Today we finished ordering seeds for the coming season, everything from salad greens and juicy heirloom tomatoes, dinosaur kale and sweet red Carmen peppers to a variety of cut flowers with funny and exotic names; Pumpkin-on-a-Stick, Old Mexico Zinnia's and Snow-on-the-Mountain. I can almost picture the garden at full bloom, vines heavy with fruit and beds bursting with color. I can't wait for summer! But until then, we've got a ton of planning to do.
We attended our first Grand Traverse Neighborhood Association meeting, the neighborhood that we and Aldrich Park live in. After presenting a bit about the project, and answering some questions from some very curious neighbors, a group of small business owners, farmers, city officials and lifetime Flint residents, we received unanimous support for the farm on Aldrich. This is awesome, because we'll be submitting this letter of support with the proposal.
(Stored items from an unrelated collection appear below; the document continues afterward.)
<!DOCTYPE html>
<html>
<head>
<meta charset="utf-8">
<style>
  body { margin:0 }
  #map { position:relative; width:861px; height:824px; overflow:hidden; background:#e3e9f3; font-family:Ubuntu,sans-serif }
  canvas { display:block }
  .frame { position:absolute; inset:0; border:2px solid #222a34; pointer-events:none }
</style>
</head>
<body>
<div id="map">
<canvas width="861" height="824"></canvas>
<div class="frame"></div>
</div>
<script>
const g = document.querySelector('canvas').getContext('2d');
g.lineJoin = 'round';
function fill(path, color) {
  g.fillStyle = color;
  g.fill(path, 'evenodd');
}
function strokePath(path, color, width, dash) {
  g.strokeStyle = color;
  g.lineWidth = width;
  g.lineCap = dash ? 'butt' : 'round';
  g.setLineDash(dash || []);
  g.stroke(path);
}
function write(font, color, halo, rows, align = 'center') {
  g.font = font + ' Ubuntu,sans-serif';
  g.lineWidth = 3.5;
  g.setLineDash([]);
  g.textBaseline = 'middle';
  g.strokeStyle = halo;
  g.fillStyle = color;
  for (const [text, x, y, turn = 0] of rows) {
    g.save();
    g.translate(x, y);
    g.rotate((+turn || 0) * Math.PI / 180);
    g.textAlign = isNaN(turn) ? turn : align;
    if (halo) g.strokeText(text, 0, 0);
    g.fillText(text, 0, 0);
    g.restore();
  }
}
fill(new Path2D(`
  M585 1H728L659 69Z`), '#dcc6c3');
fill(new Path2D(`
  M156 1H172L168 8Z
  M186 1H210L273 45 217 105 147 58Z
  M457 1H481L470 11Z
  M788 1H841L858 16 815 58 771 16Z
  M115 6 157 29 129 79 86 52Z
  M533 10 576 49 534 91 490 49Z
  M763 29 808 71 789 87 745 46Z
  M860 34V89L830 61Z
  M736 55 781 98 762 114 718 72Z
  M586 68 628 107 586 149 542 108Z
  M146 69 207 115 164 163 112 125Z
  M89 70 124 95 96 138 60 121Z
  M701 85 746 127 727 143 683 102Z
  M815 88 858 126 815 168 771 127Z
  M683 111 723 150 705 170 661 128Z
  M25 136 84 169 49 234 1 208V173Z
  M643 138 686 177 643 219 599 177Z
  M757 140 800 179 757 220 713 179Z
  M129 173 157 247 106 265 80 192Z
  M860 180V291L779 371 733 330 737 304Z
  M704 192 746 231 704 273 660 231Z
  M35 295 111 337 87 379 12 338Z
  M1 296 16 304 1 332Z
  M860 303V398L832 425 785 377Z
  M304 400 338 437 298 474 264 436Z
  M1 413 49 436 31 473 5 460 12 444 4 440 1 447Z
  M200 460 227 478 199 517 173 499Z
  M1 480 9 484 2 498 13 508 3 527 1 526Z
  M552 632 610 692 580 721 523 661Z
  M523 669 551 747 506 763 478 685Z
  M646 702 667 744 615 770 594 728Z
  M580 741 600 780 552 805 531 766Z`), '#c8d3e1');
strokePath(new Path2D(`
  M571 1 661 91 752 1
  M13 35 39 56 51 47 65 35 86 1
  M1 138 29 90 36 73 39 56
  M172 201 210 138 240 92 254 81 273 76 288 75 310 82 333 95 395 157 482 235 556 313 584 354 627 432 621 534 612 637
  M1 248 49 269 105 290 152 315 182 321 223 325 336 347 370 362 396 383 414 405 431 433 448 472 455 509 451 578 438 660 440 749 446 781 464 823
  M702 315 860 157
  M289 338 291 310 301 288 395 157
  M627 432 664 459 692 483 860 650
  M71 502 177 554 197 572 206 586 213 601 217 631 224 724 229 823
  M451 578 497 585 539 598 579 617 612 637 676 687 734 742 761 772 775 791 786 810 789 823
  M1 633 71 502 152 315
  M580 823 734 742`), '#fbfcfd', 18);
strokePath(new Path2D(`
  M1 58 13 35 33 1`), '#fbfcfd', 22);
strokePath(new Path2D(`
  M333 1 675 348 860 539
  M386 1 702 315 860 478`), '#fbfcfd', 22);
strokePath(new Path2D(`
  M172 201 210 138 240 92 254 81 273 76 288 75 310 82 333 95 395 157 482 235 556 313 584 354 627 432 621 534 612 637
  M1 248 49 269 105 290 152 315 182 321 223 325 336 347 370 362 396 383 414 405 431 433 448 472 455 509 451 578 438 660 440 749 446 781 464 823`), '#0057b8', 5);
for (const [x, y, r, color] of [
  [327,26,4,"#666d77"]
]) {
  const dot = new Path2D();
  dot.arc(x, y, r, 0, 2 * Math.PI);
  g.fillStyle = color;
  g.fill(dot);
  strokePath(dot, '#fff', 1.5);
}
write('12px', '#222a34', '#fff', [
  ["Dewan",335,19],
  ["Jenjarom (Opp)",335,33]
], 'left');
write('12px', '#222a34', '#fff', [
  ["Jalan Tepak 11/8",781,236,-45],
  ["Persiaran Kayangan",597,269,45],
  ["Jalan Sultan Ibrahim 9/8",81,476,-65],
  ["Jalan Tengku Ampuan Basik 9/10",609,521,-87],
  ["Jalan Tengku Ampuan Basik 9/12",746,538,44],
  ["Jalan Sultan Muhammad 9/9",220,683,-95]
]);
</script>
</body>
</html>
Twyla and I took a little trip down to City Hall to meet with Craig from the Department of Transportation to look at some very old aerial maps of water lines all throughout Flint. Some maps were from 1908! It appears there are three main lines that are relatively close to Aldrich; one runs down Hall Street, North of Court, another runs along Fenton and the third on Atwood. We went out to the site with Craig and he measured the approximate distance from the main line at Atwood to the center of the park: give or take 300 feet. With 300 feet of pipe, plus labor and reconstruction, the running total would come to near $30,000.
I've been reading up on city partnerships and collaborations with urban farms and gardens so that we can try to build on what already exists, in terms of policy and regulation. What precedents are there for public-private partnerships and urban agriculture? Check out Growing Power's Chicago projects on Grant Park and Jackson Park, both collaborations with the Chicago Park District. Alemany Farm in San Francisco is also a partnership with Parks and Recreation, city agencies and nonprofits. Real Food Farm is also located on city park land and works in collaboration with Baltimore service corps and city public schools.